Cet album offre quatre bonus tracks, mais aucune chanson inédite, juste quatre versions différentes de la moitié de l’album avec He was a big freak, Don’t call her no tramp, Git in there et 70’s Blues. Les morceaux ont été enregistrés au tournant de 1973-1974. L’album est sorti en 1974. J’ai encore deux albums géniaux à présenter de Betty Davis, voilà la bonne nouvelle. Je n’ai plus que deux albums géniaux à signaler à l’attention de la part de Betty Davis, voilà, en revanche, la mauvaise nouvelle.
Nous n’avons pu demander à Rimbaud pourquoi il avait renoncé à la poésie et comment il avait vécu cela. Le silence de Rimbaud n’ayant rien que de très naturel à mon sens, vu ce qu’il s’est passé, proposons-nous tout de même d’ouvrir une fenêtre sur les réponses de Betty Davis à ce genre de questions (simple précision, après ces trois premiers albums, Betty a enregistré deux albums au même titre qui sont demeurés inédits, seul le premier est génial, l’autre plus tardif est un peu désappointant malgré le papier qui signale notamment la collaboration de Marthe Reeves sans que je n’ai tout bien compris) :

-          Did you record any material after your fifth album ?
-          No.
-          Why not ?
-          I just didn’t.
-          Did you no longer have any interest in making music ?

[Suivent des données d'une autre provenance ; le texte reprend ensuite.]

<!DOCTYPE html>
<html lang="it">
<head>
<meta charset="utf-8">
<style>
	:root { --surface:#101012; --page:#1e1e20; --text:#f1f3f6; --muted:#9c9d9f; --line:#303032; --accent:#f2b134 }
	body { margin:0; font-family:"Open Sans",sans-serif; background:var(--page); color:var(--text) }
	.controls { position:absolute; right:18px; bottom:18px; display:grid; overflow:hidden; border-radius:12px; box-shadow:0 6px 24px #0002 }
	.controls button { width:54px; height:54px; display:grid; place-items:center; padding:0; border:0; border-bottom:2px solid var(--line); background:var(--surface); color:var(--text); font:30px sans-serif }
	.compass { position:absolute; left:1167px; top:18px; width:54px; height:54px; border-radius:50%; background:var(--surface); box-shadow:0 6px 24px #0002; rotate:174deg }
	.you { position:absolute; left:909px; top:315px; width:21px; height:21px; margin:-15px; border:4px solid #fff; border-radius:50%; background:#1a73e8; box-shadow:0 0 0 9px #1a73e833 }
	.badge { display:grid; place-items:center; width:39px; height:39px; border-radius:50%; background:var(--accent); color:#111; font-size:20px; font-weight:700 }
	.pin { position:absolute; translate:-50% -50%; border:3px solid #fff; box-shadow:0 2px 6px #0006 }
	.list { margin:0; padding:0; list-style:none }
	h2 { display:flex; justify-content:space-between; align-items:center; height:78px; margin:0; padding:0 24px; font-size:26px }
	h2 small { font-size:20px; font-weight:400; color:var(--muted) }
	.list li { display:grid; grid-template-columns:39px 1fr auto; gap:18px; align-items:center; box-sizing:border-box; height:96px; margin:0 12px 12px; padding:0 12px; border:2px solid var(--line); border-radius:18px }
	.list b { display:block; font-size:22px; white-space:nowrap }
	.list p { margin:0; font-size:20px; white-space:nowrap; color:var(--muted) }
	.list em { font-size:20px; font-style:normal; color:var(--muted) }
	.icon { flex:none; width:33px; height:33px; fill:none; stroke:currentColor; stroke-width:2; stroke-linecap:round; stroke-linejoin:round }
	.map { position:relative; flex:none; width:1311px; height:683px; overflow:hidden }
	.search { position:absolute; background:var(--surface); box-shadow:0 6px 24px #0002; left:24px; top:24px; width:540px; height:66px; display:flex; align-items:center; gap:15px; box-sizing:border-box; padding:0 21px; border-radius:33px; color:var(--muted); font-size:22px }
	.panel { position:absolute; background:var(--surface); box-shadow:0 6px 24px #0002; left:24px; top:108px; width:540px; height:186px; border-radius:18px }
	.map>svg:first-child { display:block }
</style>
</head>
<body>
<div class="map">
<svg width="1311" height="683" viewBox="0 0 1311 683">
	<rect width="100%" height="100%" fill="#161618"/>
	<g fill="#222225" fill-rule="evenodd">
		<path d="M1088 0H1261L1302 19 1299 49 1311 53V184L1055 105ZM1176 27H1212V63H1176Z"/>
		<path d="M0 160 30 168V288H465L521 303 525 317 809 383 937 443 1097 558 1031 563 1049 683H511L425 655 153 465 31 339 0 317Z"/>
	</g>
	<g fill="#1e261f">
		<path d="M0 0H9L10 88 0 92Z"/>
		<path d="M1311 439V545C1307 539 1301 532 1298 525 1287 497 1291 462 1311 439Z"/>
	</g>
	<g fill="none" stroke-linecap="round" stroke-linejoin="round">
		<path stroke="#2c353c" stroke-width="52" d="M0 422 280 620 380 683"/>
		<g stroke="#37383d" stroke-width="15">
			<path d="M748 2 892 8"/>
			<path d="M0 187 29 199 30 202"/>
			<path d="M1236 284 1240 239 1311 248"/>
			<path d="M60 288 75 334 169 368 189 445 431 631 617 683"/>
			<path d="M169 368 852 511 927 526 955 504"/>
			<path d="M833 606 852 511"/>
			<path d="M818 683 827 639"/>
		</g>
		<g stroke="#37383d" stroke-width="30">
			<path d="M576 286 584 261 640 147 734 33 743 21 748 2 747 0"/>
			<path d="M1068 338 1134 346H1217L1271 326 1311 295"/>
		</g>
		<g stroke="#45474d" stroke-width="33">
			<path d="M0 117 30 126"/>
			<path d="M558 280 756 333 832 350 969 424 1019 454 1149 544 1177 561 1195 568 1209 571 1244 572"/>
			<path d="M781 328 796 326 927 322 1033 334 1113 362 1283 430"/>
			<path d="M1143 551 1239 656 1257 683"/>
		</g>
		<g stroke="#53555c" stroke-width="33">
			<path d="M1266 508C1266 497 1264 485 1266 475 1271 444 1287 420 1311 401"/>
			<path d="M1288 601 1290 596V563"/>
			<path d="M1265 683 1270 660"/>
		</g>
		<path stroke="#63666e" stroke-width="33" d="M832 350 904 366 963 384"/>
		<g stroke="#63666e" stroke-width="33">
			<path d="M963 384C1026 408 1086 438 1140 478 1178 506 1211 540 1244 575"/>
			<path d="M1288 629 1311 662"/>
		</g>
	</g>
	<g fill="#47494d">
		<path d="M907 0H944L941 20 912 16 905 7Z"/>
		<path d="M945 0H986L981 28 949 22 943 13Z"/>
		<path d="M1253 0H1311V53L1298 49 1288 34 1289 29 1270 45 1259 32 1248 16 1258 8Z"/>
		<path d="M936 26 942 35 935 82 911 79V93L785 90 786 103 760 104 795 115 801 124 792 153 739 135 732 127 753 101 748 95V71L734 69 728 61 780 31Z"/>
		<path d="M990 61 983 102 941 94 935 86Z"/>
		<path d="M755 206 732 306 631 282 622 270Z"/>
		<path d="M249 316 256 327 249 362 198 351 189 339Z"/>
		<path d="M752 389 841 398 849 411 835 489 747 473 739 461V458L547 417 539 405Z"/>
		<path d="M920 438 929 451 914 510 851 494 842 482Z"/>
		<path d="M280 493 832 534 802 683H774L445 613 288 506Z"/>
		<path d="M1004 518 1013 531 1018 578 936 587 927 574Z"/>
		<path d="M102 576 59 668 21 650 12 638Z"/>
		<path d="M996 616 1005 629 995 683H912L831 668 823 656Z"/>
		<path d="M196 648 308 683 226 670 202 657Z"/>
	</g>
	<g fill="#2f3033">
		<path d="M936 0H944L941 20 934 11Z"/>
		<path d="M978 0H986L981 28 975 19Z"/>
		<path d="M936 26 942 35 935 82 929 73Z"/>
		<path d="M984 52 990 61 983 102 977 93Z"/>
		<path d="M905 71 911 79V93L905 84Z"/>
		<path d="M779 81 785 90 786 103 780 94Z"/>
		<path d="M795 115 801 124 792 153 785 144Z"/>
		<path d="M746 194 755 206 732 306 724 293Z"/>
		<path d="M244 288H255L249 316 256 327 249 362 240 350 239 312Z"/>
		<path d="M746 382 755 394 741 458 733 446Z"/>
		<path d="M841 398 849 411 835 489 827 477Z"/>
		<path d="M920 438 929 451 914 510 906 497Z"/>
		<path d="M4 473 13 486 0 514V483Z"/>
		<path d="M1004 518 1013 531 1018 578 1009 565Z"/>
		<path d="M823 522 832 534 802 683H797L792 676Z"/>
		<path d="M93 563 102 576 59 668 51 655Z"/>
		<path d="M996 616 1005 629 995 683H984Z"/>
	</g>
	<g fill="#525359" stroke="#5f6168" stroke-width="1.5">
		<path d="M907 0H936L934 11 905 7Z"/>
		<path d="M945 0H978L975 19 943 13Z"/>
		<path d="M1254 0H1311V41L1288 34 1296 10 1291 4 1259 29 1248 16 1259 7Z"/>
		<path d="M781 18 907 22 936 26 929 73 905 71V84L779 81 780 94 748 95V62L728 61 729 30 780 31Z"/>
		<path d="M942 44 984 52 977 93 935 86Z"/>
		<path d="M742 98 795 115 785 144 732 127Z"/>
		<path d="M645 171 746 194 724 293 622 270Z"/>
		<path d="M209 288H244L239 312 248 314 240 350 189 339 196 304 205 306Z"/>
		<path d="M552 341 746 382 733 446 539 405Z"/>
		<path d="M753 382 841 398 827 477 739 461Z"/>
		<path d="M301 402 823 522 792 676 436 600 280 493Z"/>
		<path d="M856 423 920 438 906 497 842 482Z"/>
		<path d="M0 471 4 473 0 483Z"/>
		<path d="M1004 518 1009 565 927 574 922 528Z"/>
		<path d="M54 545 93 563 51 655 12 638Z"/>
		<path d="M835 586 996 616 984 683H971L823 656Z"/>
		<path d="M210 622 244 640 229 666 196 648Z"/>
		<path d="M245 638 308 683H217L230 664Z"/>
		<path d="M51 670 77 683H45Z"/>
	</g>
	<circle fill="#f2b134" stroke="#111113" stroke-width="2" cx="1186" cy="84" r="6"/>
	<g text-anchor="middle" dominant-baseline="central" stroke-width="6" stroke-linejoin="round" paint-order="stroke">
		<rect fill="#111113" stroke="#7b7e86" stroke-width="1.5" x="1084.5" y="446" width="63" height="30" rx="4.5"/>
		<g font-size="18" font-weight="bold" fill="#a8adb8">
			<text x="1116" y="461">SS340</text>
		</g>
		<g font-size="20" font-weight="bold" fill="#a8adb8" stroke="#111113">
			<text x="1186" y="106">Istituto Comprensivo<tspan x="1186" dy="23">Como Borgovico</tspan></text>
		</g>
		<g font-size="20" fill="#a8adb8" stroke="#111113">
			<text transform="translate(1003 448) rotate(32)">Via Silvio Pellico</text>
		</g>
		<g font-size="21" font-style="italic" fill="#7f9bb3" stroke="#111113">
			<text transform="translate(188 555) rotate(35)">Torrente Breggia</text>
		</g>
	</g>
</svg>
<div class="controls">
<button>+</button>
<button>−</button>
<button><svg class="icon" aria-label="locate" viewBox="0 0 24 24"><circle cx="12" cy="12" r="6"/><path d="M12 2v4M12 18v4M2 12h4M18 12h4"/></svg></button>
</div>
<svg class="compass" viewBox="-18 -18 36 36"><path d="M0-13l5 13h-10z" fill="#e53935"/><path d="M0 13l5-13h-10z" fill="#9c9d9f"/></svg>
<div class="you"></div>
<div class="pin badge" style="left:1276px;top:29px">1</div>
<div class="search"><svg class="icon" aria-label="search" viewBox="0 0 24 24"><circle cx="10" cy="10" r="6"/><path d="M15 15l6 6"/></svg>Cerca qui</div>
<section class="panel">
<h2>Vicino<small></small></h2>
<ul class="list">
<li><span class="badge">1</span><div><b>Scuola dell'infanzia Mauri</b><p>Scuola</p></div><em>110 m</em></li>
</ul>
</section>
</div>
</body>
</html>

-          I thought about it, but I just lost interest.
-          Why did you let music go ?
-          I just did, that’s all.
-          Have you missed it since ?
-          No.
-          When you stopped making music, what did you do instead ?

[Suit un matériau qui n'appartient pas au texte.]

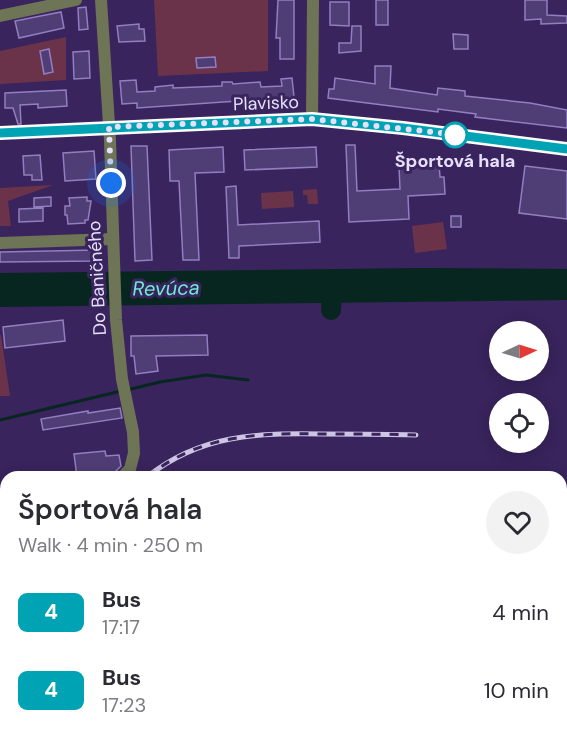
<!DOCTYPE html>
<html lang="en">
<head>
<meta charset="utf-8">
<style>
	:root { --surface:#fff; --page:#f2f2f3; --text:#2b2b33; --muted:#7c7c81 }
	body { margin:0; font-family:"DM Sans",sans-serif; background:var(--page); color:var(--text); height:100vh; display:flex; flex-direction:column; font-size:22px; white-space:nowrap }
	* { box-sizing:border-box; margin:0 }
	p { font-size:20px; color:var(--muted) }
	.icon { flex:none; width:33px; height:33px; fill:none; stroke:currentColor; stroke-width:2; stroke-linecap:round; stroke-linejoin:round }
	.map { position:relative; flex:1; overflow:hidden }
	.side { position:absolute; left:0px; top:471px; width:567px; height:272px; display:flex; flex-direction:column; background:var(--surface); border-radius:18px 18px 0 0; box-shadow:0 3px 15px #0003 }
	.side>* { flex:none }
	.badge { padding:0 12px; border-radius:9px; font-size:21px; line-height:39px }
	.needle { width:39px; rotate:86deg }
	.fabs { position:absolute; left:489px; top:321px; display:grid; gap:12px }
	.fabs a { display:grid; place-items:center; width:60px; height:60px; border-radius:50%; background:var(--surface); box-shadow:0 3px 15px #0003; font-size:30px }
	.you { position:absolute; width:30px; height:30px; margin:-15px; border:4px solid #fff; border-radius:50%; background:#1a73e8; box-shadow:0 0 0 9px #1a73e833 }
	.map>.badge { position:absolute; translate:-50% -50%; box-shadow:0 0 0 3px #fff }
	.round { display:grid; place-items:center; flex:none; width:63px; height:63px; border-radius:32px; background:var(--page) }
	.summary { display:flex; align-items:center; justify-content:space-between; height:102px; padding:0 18px }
	h1 { font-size:28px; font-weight:600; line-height:45px }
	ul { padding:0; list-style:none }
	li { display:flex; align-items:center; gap:18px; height:78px; padding:0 18px }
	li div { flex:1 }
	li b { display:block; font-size:22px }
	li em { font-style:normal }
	li .badge { min-width:66px; font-weight:700; text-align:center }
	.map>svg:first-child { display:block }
</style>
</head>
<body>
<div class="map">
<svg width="567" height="742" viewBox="0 0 567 742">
	<rect width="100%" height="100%" fill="#39245d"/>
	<!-- green -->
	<path fill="#6b3349" d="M 154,0 L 268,0 L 268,71 L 158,76 Z
		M 66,37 L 66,80 L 0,84 L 0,51 Z
		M 53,185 L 8,201 L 11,226 L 0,226 L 0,188 Z
		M 317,189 L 318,204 L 308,204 L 307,195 L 303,195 L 303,190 Z
		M 293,191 L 294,207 L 262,209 L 261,193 Z
		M 443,222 L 447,249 L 415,253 L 412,226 Z
		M 0,335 L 1,335 L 10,396 L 0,396 Z
		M 0,511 L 6,511 L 6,571 L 0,575 Z
		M 6,595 L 6,623 L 0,623 L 0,599 Z"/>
	<!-- water -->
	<path fill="#082620" d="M 421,268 L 567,269 L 567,300 L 0,307 L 0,273 Z"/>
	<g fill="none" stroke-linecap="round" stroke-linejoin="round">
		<!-- stream -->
		<path stroke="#082620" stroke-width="3" d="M 127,390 L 160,382 L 206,375 L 248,380
			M 0,420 L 121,391"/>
		<!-- river -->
		<path stroke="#082620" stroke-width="20" d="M 331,310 L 332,286"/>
	</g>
	<!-- building -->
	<path fill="#4f3d75" stroke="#927ec0" stroke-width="1.5" d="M 278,0 L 294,0 L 294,59 L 280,59 L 280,38 L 276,38 Z
		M 376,0 L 388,0 L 388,25 L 376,25 Z
		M 525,0 L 547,0 L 547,15 L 567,16 L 567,23 L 541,24 L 541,19 L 525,20 Z
		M 330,2 L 349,2 L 349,26 L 330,25 Z
		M 86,7 L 88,29 L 79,30 L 78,8 Z
		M 61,12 L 64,28 L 19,38 L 15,21 Z
		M 139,24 L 139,29 L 144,29 L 145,41 L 119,42 L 117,26 Z
		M 352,26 L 361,26 L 361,51 L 339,53 L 339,43 L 351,43 Z
		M 453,34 L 468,35 L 468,49 L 454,49 Z
		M 49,49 L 53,72 L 44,74 L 40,51 Z
		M 89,51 L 90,78 L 74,79 L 73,52 Z
		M 215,57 L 216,67 L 197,68 L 196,58 Z
		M 375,66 L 391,66 L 390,88 L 437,95 L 438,88 L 465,91 L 465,96 L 530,103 L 567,110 L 567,128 L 475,117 L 476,114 L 438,109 L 438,112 L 328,98 L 329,89 L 334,89 L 335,78 L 375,84 Z
		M 292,78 L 294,97 L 137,108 L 137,103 L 122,104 L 120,81 L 136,80 L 137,92 L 155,91 L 155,87 L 173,85 L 173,88 L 222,86 L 222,82 L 232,82 L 233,84 L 260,82 L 261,87 L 282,86 L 281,79 Z
		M 66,90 L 67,106 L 38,108 L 38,104 L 20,105 L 21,124 L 18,124 L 13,108 L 5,108 L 5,93 Z
		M 346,145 L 355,145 L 357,191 L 400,189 L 399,166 L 439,164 L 440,177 L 444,177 L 445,194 L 408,196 L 409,219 L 349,222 Z
		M 131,146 L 147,146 L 152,260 L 135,261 Z
		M 223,147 L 224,172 L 195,173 L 199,260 L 183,260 L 179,181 L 170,181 L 169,150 Z
		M 316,147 L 317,167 L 245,170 L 244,150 Z
		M 94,151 L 96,179 L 65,181 L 63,153 Z
		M 40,155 L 42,180 L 32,180 L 32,175 L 24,175 L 23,156 Z
		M 525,166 L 567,171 L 567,219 L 519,213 Z
		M 236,186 L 238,225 L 319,221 L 320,242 L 239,246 L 239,258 L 229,258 L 226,187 Z
		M 51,197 L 51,206 L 34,207 L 34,198 Z
		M 87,197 L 87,201 L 91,201 L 88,220 L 85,220 L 85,223 L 68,224 L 67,215 L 65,215 L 65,206 L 70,206 L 69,198 Z
		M 43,208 L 43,221 L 19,222 L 19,209 Z
		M 451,216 L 461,216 L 461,227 L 451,227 Z
		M 97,250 L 97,261 L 0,262 L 0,252 Z
		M 63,320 L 65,341 L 5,348 L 3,327 Z
		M 207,335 L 208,355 L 156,356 L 158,371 L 136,374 L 134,356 L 131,356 L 131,336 Z
		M 120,408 L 122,418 L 43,430 L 41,419 L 88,411 L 88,413 Z
		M 105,451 L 106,456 L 119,455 L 121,466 L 113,474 L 77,477 L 74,454 Z"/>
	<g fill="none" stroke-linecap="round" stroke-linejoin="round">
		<!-- street -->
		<path stroke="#6e7456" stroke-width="12" d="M 101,0 L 110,140 L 116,320 L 122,379 L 133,432 L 134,453 L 130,469 L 122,477
			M 0,16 L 76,0
			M 312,119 L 313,0
			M 0,133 L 312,119 L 403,128 L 567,149
			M 0,243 L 113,239
			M 0,497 L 6,497"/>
		<defs>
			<path id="rail" d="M 147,477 C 201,434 257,433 323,434 C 354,434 385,434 416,435
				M 0,591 L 6,587
				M 0,628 L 6,628
				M 0,642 L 6,643
				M 246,736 L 252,742
				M 264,736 L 269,742"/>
		</defs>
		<!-- rail casing -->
		<use href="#rail" stroke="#cec5e5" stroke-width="5"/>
		<!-- rail -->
		<use href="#rail" stroke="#39245d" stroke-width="3" stroke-dasharray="9" stroke-linecap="butt"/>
	</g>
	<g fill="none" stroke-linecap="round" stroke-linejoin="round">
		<defs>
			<path id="line" d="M 0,133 L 312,119 L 403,128 L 567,149"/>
		</defs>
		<!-- line casing -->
		<use href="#line" stroke="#fff" stroke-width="14"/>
		<!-- line -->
		<use href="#line" stroke="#00a3b4" stroke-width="9"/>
		<!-- walk -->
		<path stroke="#e7e0fc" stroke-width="6" stroke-dasharray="0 10.8" d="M 111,183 L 109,127 L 312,119 L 460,135 L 455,135"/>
	</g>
	<!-- markers -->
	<circle fill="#fff" stroke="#00a3b4" stroke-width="3" cx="455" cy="135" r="12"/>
	<g text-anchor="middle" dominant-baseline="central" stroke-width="6" stroke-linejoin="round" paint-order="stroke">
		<!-- street labels -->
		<g font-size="18" fill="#e7e0fc" stroke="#39245d">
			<text transform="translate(266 103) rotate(-2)">Plavisko</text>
			<text transform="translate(97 278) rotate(-93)">Do Baničného</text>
		</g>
		<!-- stop labels -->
		<g font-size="18" font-weight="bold" fill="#e7e0fc" stroke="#39245d">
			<text x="455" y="161">Športová hala</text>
		</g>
		<!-- water labels -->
		<g font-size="20" font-style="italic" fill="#6befd3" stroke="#39245d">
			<text transform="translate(166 288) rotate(-1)">Revúca</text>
		</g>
	</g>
</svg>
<div class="fabs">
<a><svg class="needle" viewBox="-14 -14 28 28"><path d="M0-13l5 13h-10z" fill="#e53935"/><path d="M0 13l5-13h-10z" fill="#7c7c81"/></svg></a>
<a><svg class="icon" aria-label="locate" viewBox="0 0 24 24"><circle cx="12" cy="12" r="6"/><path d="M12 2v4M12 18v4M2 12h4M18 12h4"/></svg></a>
</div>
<div class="you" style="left:111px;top:183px"></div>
<section class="side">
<div class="summary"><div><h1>Športová hala</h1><p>Walk · 4 min · 250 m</p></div><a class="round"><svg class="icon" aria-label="heart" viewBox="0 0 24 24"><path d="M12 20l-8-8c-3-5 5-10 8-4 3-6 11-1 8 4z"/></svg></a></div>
<ul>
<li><span class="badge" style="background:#00a3b4;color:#fff">4</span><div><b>Bus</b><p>17:17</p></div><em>4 min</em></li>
<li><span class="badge" style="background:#00a3b4;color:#fff">4</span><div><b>Bus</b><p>17:23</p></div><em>10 min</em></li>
</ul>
</section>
</div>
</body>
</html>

-          Nothing really.

35 & 36. Chocolate Watch Band : No way out / The Inner mystique, plus 44 et Melts in your brain… not on your wrist (the complete recordings !)

Dans la bonne tradition du rock « garage » sixties, le Chocolate Watch Band est le groupe de deux premiers albums remarquables, le troisième est déjà dispensable. Il s’agit pourtant et en outre de l’une des formations de référence du garage sixties. Attention, il n’a pas existé de catégorie garage sixties. Il s’agit d’une invention a posteriori. Il existe un courant de rock garage depuis le début des années 80 et l’étiquette garage s’est depuis lors appliquée à des groupes de rock sixties qui n’ont pas connu le succès, mais auxquels, par leur recherche de la chose rare méconnue sans passé commercial, les formations garage post 1980 ont contribué à étendre la dénomination garage. Il s’est dégagé comme un espace rock réservé aux connaisseurs qui n’écouteront pas que les succès dans le vent. En réalité, les groupes garage sixties sont des artistes rock qui n’ont simplement pas connu le succès. Il n’y avait aucune volonté d’échouer commercialement, ni l’idéologie du rock garage en tant que tel. En même temps, la quasi totalité de ces groupes ont une carrière éphémère qui peut se réduire à l’unique 45 tours sans même un curriculum vitae pour dire qui sont les interprètes. Les grands groupes garages sixties sont très souvent les artistes de deux grands premiers albums, soit que leur carrière se soit arrêtée là, soit que par la suite ils déclinèrent pour diverses raisons, soit que le nom du groupe cacha un changement de personnel (cas célèbre des Electric prunes). Il se trouve que le Chocolate Watch Band est l’une des formations les plus célèbres du rock garage aux côtés notamment des Shadows of knight. Le problème, c’est que leur histoire est compliquée. Le groupe fut à la merci de directives de studio et une partie de leur répertoire n’est pas jouée par eux, y compris sur les deux premiers albums, tandis que leur troisième album se révèle faiblard.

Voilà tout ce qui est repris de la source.